[Recorded information]
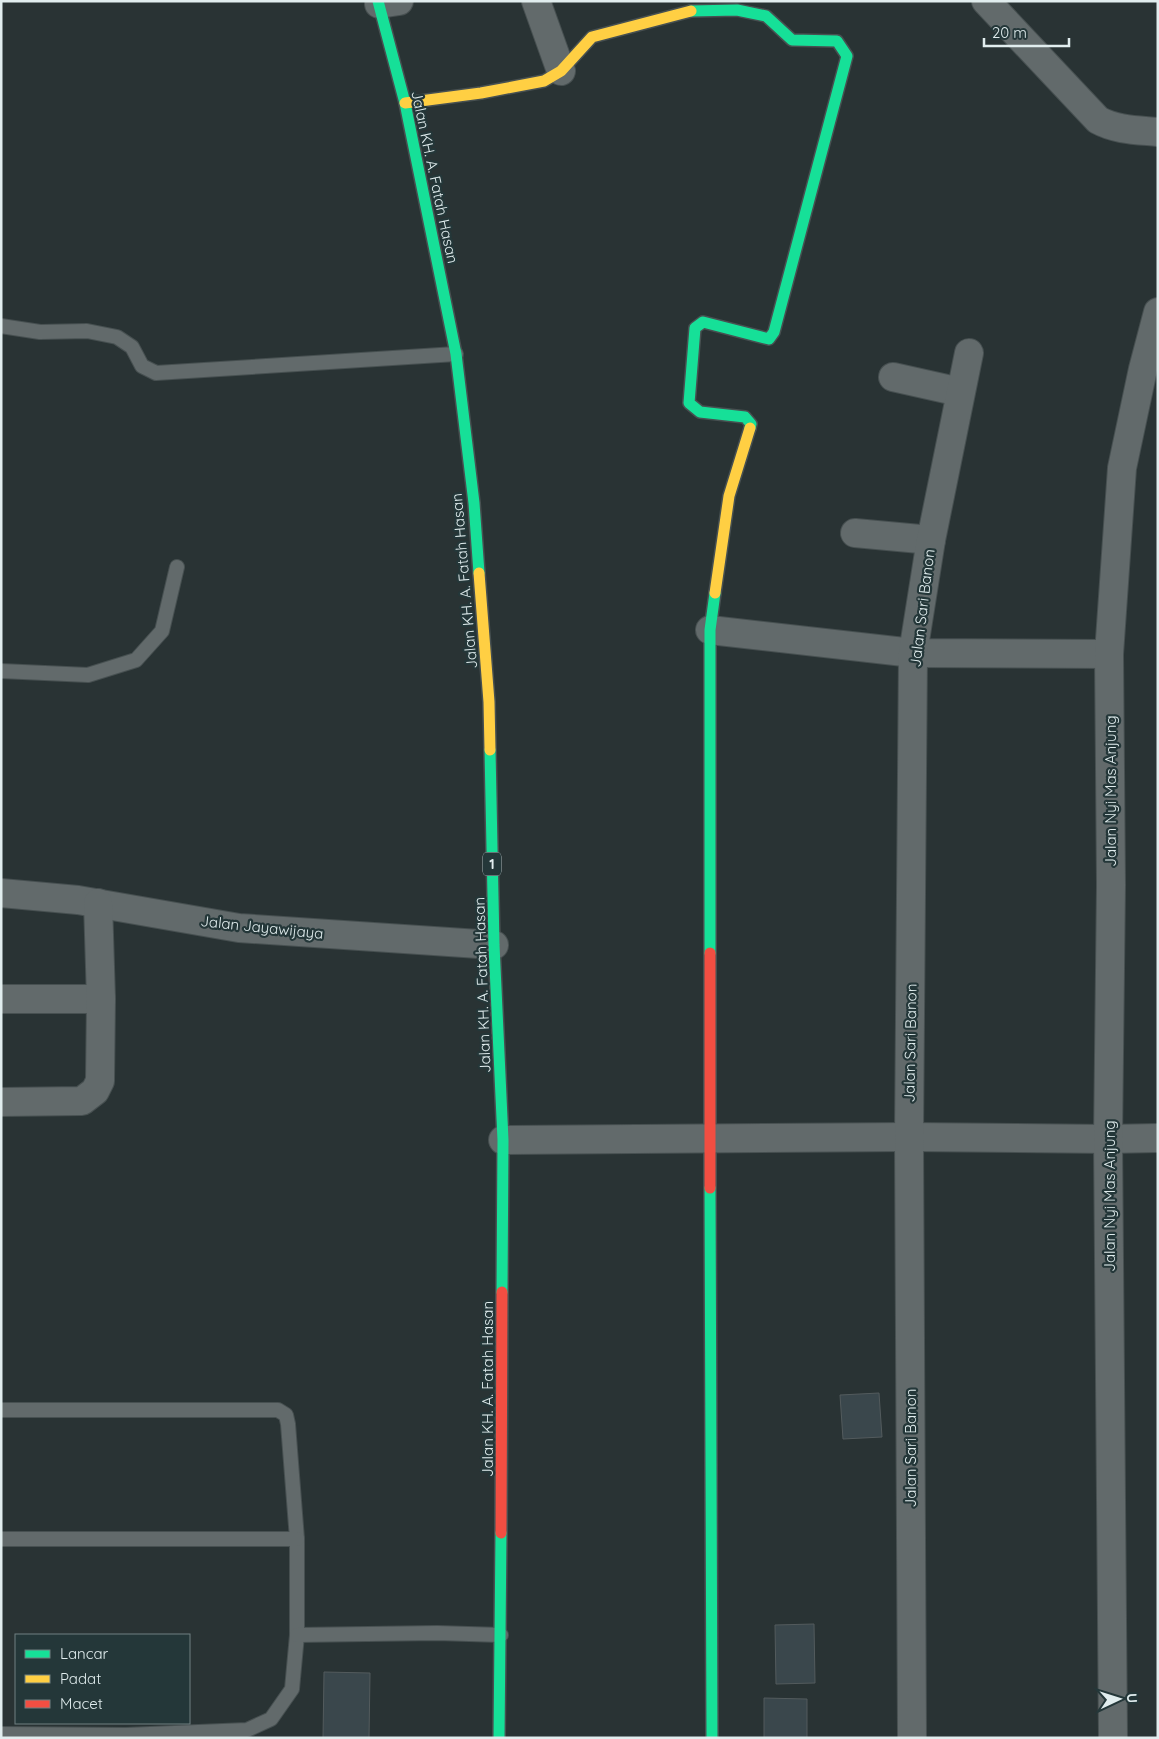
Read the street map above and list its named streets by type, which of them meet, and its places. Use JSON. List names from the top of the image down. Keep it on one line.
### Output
{"streets":{"main road":["Jalan KH. A. Fatah Hasan","1"],"street":["Jalan Sari Banon","Jalan Nyi Mas Anjung","Jalan Jayawijaya"]},"crossings":[["Jalan KH. A. Fatah Hasan","Jalan Jayawijaya"]],"legend":["Lancar","Padat","Macet"],"scale_bar":"20 m","north":"right"}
[/Recorded information]
## [Brief]
The expected output is the complete listing, word for word, without any picture.

## [Output]
Read the street map above and list its named streets by type, which of them meet, and its places. Use JSON. List names from the top of the image down. Keep it on one line.
### Output
{"streets":{"main road":["Jalan KH. A. Fatah Hasan","1"],"street":["Jalan Sari Banon","Jalan Nyi Mas Anjung","Jalan Jayawijaya"]},"crossings":[["Jalan KH. A. Fatah Hasan","Jalan Jayawijaya"]],"legend":["Lancar","Padat","Macet"],"scale_bar":"20 m","north":"right"}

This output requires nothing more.